**Aim of the task**
From the records below, extract only the lines running from the line with "M 329,507 L 453,516 L 437,554 L 311,544 Z" to the line with "M 213,438 L 298,453 L 256,480 L 217,465 Z", both lines included, reproducing them exactly.

Top of Data records

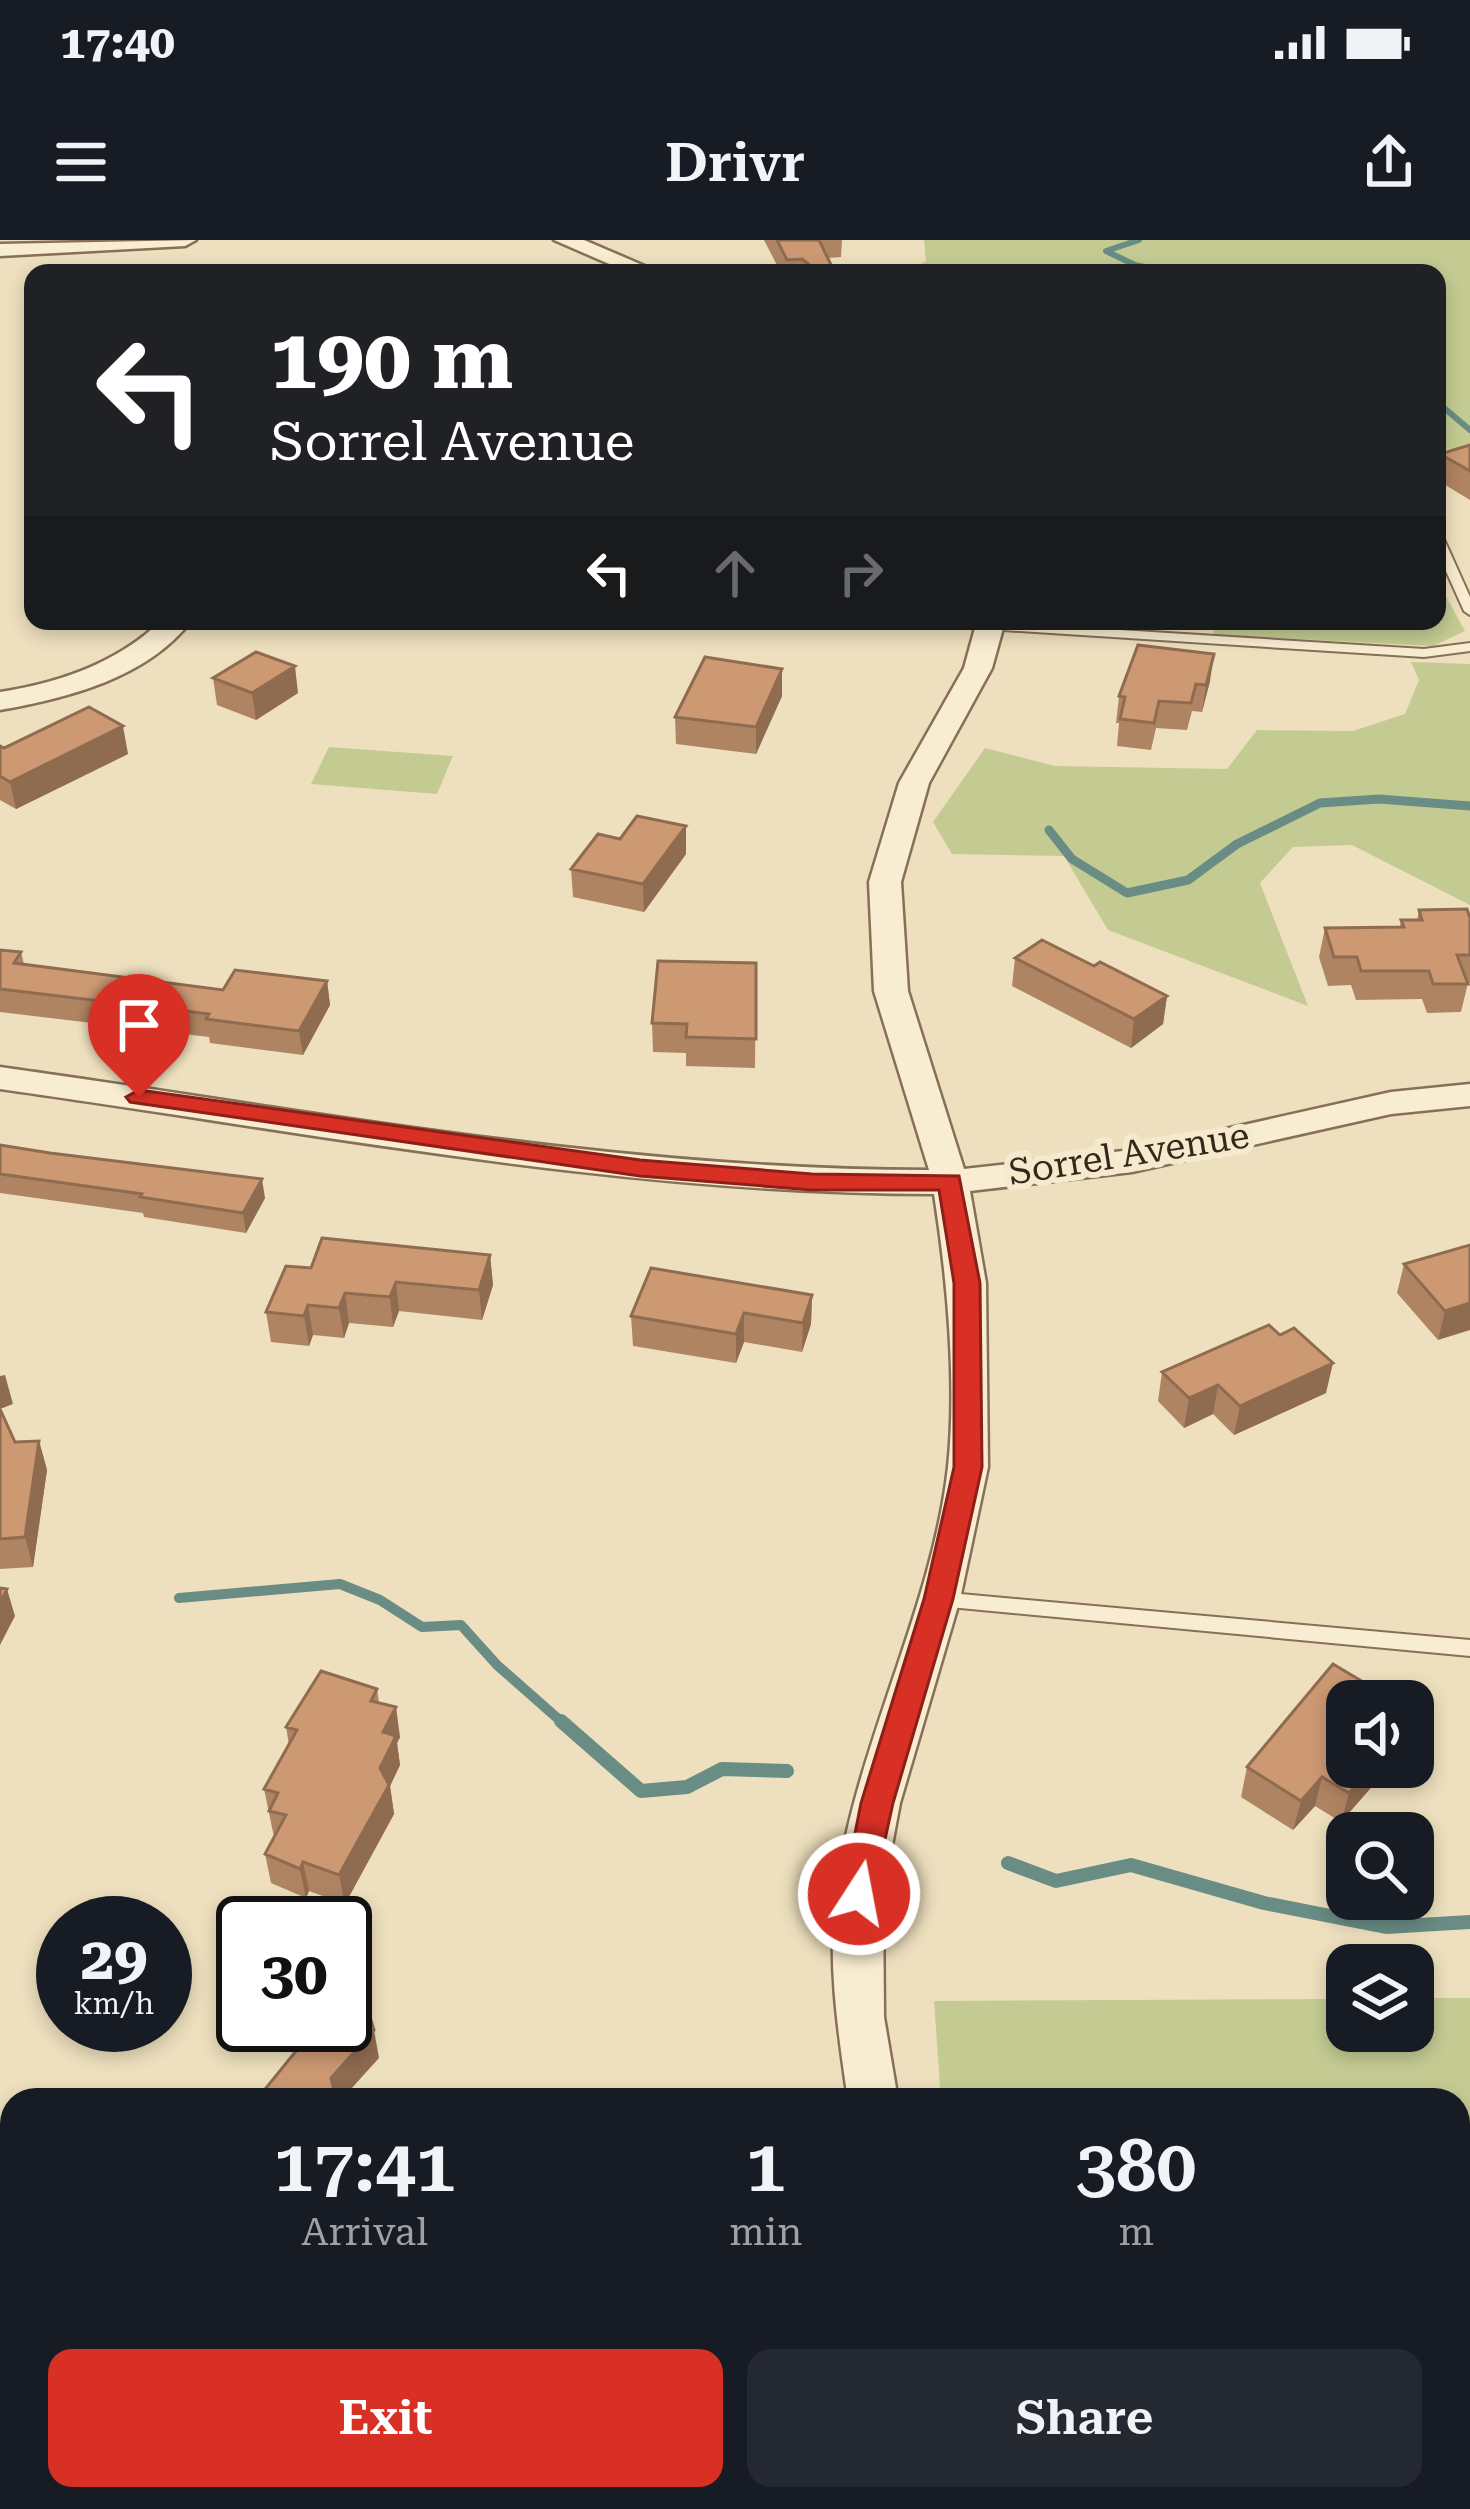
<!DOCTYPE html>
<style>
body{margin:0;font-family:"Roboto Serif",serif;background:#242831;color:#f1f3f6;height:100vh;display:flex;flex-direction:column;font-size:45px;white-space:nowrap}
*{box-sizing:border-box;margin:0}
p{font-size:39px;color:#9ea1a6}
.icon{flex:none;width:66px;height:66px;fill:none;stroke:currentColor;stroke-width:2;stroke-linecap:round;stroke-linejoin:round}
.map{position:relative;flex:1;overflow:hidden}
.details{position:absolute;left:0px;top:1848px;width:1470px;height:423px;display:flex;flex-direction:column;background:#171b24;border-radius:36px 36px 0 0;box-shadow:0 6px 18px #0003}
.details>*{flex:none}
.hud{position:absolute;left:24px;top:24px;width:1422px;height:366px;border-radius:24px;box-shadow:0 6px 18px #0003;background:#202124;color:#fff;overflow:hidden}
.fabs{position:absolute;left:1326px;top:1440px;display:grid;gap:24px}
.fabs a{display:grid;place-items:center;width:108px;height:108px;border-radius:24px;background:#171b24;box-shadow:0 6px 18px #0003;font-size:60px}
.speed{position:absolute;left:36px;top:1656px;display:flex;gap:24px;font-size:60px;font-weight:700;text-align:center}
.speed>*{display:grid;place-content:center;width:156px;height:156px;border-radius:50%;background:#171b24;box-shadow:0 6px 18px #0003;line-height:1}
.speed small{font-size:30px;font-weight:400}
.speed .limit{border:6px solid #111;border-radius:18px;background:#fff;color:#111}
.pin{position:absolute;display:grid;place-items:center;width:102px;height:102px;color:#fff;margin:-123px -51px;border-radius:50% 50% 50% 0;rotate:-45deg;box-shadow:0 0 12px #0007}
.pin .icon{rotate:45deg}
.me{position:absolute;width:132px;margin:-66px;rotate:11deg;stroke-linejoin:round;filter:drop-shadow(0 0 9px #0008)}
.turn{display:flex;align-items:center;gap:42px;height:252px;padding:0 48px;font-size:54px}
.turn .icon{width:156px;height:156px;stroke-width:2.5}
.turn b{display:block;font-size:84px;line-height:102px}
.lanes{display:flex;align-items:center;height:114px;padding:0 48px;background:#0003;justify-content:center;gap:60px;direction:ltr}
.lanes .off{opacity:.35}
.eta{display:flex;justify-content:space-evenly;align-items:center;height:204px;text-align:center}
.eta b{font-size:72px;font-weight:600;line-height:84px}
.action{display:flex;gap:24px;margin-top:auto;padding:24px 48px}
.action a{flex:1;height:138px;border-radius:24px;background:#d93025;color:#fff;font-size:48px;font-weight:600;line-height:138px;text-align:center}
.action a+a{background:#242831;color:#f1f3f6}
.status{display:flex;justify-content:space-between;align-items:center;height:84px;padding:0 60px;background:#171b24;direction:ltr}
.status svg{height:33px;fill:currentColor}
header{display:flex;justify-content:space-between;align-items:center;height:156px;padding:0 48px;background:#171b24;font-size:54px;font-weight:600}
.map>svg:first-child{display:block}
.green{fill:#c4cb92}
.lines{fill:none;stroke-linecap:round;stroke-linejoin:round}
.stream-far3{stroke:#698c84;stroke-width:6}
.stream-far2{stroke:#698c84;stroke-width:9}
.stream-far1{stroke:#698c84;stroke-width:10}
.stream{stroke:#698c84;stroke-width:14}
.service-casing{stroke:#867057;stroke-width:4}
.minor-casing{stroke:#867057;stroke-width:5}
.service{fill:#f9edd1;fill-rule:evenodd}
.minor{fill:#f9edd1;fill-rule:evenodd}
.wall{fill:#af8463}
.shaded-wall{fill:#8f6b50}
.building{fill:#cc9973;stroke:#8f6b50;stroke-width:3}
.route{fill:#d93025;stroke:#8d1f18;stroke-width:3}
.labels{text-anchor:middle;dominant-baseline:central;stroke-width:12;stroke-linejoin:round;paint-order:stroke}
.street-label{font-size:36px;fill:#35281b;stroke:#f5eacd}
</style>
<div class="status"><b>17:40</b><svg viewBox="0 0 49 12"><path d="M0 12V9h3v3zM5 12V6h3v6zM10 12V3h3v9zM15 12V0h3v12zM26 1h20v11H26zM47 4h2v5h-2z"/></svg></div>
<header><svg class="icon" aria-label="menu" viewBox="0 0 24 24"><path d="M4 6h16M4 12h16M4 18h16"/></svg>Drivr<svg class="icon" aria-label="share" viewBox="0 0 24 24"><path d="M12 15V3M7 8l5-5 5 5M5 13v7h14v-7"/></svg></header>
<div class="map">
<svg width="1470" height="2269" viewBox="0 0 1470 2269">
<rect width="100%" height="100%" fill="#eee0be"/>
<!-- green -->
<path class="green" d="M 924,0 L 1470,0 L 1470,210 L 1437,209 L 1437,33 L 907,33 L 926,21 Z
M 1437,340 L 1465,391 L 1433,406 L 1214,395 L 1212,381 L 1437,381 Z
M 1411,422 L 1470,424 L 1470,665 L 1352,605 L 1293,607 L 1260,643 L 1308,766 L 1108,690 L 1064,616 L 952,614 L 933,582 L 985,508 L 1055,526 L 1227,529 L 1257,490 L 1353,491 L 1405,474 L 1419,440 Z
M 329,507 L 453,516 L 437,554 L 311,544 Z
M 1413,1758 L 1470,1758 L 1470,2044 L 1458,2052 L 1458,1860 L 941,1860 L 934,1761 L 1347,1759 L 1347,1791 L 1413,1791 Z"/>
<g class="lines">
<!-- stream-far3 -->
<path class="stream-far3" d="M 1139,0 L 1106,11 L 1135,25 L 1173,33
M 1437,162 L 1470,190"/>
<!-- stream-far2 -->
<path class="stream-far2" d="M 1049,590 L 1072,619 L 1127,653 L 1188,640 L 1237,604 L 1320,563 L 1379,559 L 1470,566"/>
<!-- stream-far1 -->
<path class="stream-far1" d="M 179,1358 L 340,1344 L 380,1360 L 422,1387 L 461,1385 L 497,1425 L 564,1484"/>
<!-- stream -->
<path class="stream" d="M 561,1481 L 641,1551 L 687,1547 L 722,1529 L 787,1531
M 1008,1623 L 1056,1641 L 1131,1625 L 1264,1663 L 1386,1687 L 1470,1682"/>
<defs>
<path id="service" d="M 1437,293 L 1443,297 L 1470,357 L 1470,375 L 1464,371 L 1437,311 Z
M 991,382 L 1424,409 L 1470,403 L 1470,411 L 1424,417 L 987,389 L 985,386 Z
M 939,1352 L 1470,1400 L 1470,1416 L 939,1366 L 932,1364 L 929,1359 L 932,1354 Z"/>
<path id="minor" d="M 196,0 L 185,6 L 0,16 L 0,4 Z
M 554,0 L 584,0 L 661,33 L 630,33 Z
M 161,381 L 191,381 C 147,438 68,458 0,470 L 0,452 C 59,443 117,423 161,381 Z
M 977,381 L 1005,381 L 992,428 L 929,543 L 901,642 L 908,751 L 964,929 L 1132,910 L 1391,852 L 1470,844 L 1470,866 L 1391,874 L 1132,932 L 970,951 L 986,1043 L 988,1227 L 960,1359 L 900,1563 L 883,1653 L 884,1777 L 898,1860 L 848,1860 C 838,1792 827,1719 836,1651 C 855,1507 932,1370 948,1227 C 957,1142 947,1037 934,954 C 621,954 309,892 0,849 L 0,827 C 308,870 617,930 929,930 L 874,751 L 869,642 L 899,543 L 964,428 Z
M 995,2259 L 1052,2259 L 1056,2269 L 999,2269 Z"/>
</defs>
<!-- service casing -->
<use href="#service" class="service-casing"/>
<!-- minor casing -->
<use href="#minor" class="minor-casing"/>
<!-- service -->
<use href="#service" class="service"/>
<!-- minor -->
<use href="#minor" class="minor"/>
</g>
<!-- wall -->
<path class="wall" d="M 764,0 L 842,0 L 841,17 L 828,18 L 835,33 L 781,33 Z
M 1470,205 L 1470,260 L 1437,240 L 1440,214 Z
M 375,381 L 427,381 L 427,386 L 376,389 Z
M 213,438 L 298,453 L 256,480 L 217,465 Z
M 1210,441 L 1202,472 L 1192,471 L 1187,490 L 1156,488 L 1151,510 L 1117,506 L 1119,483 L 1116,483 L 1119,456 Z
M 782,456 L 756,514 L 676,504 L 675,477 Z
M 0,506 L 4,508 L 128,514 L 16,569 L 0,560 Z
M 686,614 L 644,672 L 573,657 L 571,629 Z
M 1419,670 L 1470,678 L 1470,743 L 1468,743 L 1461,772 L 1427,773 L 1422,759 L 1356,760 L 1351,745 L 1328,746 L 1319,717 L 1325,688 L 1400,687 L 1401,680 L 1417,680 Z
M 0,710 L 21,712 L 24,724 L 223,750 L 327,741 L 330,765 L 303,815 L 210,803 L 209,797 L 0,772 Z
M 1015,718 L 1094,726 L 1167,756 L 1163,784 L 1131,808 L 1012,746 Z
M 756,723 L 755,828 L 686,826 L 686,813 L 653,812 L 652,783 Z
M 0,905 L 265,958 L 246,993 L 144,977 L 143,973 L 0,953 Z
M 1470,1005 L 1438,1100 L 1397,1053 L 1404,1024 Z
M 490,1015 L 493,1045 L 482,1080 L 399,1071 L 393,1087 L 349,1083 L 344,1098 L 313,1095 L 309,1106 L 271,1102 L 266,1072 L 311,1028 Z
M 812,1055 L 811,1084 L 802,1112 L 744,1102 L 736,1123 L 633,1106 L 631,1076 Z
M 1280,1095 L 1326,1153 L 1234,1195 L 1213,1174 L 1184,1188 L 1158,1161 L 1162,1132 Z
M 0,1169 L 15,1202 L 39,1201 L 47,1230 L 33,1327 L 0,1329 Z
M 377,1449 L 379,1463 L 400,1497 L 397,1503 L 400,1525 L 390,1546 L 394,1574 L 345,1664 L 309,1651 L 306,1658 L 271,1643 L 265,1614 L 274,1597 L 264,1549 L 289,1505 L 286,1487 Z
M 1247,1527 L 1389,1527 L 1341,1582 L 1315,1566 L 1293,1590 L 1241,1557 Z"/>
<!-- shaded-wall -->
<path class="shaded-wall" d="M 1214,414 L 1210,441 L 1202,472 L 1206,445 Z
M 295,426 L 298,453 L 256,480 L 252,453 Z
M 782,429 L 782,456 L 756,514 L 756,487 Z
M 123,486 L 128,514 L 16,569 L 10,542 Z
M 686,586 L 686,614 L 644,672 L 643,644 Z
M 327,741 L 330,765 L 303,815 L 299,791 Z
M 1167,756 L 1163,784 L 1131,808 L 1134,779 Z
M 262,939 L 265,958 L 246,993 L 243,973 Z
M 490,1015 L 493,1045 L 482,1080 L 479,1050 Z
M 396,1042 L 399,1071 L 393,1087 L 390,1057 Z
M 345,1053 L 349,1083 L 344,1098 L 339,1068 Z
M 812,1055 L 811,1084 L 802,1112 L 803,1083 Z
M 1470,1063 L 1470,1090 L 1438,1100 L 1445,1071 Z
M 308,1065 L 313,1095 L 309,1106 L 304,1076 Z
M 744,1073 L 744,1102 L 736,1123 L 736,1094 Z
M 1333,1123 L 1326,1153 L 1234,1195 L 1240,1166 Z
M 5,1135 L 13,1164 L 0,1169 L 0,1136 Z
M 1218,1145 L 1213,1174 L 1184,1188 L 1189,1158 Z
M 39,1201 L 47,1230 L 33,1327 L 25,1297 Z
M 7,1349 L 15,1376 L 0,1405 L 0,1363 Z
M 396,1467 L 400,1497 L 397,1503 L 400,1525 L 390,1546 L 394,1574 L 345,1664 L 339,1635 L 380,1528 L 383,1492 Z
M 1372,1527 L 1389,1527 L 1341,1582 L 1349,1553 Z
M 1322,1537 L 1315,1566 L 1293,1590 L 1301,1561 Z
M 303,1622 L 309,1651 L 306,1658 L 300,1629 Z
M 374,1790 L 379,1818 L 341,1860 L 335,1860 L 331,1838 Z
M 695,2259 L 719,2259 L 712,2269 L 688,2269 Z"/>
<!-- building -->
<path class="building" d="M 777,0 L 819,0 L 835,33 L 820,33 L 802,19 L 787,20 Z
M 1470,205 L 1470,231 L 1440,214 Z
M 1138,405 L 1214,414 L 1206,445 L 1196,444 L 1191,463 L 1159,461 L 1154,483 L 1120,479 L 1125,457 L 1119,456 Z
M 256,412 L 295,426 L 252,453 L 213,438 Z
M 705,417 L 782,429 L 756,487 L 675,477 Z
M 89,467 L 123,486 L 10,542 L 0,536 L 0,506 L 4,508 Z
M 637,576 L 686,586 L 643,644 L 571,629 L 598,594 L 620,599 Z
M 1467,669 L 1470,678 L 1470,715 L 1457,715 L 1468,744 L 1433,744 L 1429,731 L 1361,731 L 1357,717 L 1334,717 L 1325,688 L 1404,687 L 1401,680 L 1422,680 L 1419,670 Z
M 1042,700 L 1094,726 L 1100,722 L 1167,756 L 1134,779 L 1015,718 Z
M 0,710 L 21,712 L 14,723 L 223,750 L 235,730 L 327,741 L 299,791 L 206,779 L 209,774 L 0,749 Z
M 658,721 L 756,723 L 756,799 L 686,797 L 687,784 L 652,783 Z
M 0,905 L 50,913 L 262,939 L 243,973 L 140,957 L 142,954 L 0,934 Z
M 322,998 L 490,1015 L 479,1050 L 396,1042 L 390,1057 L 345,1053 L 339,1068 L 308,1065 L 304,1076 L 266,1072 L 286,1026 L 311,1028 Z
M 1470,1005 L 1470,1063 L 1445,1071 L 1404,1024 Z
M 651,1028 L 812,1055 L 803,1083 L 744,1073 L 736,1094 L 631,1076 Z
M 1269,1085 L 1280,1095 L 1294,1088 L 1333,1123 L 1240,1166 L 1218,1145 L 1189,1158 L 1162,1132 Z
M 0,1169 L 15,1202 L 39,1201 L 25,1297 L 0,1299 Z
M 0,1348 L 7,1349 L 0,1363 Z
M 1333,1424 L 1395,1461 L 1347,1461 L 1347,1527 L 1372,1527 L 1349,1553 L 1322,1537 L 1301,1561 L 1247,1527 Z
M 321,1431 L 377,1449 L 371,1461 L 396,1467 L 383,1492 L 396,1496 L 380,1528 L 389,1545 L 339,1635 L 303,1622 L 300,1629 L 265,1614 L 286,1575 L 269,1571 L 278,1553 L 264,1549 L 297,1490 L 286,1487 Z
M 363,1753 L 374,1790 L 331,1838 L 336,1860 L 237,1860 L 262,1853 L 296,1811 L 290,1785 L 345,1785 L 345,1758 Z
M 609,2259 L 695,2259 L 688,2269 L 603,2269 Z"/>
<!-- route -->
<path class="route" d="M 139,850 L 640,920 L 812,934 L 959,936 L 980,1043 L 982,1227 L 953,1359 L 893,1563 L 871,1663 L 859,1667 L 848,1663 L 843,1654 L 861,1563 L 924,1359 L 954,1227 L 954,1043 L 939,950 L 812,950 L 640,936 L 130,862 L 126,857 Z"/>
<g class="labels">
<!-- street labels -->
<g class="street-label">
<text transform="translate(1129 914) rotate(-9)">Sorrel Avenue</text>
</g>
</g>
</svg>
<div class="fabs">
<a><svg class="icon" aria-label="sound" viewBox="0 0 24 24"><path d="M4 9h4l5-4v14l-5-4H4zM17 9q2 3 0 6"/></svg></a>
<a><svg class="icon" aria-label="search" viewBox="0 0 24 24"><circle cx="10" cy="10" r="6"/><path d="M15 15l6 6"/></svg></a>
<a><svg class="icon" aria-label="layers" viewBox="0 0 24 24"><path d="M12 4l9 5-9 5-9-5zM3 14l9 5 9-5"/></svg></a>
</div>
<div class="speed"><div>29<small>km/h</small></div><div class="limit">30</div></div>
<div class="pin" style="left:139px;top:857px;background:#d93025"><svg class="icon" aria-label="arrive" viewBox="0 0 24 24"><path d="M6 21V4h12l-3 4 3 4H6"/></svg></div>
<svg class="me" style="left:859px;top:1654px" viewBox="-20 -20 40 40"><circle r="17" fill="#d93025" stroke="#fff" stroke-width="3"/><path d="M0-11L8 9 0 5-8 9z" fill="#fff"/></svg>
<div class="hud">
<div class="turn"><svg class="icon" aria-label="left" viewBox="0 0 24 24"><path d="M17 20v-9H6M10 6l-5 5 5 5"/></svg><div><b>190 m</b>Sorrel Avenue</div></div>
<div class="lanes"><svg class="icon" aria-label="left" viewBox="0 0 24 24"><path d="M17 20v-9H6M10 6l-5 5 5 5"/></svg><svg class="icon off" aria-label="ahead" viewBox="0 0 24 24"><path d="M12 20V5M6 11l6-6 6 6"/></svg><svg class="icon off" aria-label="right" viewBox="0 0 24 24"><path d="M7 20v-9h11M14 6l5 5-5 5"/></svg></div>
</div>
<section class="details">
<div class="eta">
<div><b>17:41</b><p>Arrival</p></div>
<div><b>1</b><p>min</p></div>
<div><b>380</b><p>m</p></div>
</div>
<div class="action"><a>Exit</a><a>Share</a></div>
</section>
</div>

Bottom of Data records

**Solved problem**
M 329,507 L 453,516 L 437,554 L 311,544 Z
M 1413,1758 L 1470,1758 L 1470,2044 L 1458,2052 L 1458,1860 L 941,1860 L 934,1761 L 1347,1759 L 1347,1791 L 1413,1791 Z"/>
<g class="lines">
<!-- stream-far3 -->
<path class="stream-far3" d="M 1139,0 L 1106,11 L 1135,25 L 1173,33
M 1437,162 L 1470,190"/>
<!-- stream-far2 -->
<path class="stream-far2" d="M 1049,590 L 1072,619 L 1127,653 L 1188,640 L 1237,604 L 1320,563 L 1379,559 L 1470,566"/>
<!-- stream-far1 -->
<path class="stream-far1" d="M 179,1358 L 340,1344 L 380,1360 L 422,1387 L 461,1385 L 497,1425 L 564,1484"/>
<!-- stream -->
<path class="stream" d="M 561,1481 L 641,1551 L 687,1547 L 722,1529 L 787,1531
M 1008,1623 L 1056,1641 L 1131,1625 L 1264,1663 L 1386,1687 L 1470,1682"/>
<defs>
<path id="service" d="M 1437,293 L 1443,297 L 1470,357 L 1470,375 L 1464,371 L 1437,311 Z
M 991,382 L 1424,409 L 1470,403 L 1470,411 L 1424,417 L 987,389 L 985,386 Z
M 939,1352 L 1470,1400 L 1470,1416 L 939,1366 L 932,1364 L 929,1359 L 932,1354 Z"/>
<path id="minor" d="M 196,0 L 185,6 L 0,16 L 0,4 Z
M 554,0 L 584,0 L 661,33 L 630,33 Z
M 161,381 L 191,381 C 147,438 68,458 0,470 L 0,452 C 59,443 117,423 161,381 Z
M 977,381 L 1005,381 L 992,428 L 929,543 L 901,642 L 908,751 L 964,929 L 1132,910 L 1391,852 L 1470,844 L 1470,866 L 1391,874 L 1132,932 L 970,951 L 986,1043 L 988,1227 L 960,1359 L 900,1563 L 883,1653 L 884,1777 L 898,1860 L 848,1860 C 838,1792 827,1719 836,1651 C 855,1507 932,1370 948,1227 C 957,1142 947,1037 934,954 C 621,954 309,892 0,849 L 0,827 C 308,870 617,930 929,930 L 874,751 L 869,642 L 899,543 L 964,428 Z
M 995,2259 L 1052,2259 L 1056,2269 L 999,2269 Z"/>
</defs>
<!-- service casing -->
<use href="#service" class="service-casing"/>
<!-- minor casing -->
<use href="#minor" class="minor-casing"/>
<!-- service -->
<use href="#service" class="service"/>
<!-- minor -->
<use href="#minor" class="minor"/>
</g>
<!-- wall -->
<path class="wall" d="M 764,0 L 842,0 L 841,17 L 828,18 L 835,33 L 781,33 Z
M 1470,205 L 1470,260 L 1437,240 L 1440,214 Z
M 375,381 L 427,381 L 427,386 L 376,389 Z
M 213,438 L 298,453 L 256,480 L 217,465 Z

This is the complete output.